■ Data records
=======
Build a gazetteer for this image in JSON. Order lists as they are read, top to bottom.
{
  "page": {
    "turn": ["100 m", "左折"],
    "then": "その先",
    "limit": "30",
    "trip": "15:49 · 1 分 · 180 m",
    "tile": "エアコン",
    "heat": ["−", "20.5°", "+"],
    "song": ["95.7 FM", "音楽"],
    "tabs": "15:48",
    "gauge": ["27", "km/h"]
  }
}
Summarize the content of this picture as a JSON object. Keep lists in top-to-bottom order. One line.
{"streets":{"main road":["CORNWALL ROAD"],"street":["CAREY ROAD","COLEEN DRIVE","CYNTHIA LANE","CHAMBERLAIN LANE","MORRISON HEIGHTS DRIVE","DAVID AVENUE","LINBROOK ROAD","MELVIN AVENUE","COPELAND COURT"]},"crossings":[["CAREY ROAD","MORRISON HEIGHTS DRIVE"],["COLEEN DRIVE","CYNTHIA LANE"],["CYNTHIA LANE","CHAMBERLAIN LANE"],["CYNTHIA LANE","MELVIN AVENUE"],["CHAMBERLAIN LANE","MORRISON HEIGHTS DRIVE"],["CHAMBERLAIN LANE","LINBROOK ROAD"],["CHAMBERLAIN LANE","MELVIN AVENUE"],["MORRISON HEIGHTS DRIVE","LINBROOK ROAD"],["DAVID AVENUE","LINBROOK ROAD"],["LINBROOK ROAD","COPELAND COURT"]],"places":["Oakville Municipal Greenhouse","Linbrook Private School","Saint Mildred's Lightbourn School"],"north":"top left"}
=======
■ YOUR OBJECTIVE
The records above should be repeated exactly. Print them all.

■ REPLY TO THE EXERCISE
Build a gazetteer for this image in JSON. Order lists as they are read, top to bottom.
{
  "page": {
    "turn": ["100 m", "左折"],
    "then": "その先",
    "limit": "30",
    "trip": "15:49 · 1 分 · 180 m",
    "tile": "エアコン",
    "heat": ["−", "20.5°", "+"],
    "song": ["95.7 FM", "音楽"],
    "tabs": "15:48",
    "gauge": ["27", "km/h"]
  }
}
Summarize the content of this picture as a JSON object. Keep lists in top-to-bottom order. One line.
{"streets":{"main road":["CORNWALL ROAD"],"street":["CAREY ROAD","COLEEN DRIVE","CYNTHIA LANE","CHAMBERLAIN LANE","MORRISON HEIGHTS DRIVE","DAVID AVENUE","LINBROOK ROAD","MELVIN AVENUE","COPELAND COURT"]},"crossings":[["CAREY ROAD","MORRISON HEIGHTS DRIVE"],["COLEEN DRIVE","CYNTHIA LANE"],["CYNTHIA LANE","CHAMBERLAIN LANE"],["CYNTHIA LANE","MELVIN AVENUE"],["CHAMBERLAIN LANE","MORRISON HEIGHTS DRIVE"],["CHAMBERLAIN LANE","LINBROOK ROAD"],["CHAMBERLAIN LANE","MELVIN AVENUE"],["MORRISON HEIGHTS DRIVE","LINBROOK ROAD"],["DAVID AVENUE","LINBROOK ROAD"],["LINBROOK ROAD","COPELAND COURT"]],"places":["Oakville Municipal Greenhouse","Linbrook Private School","Saint Mildred's Lightbourn School"],"north":"top left"}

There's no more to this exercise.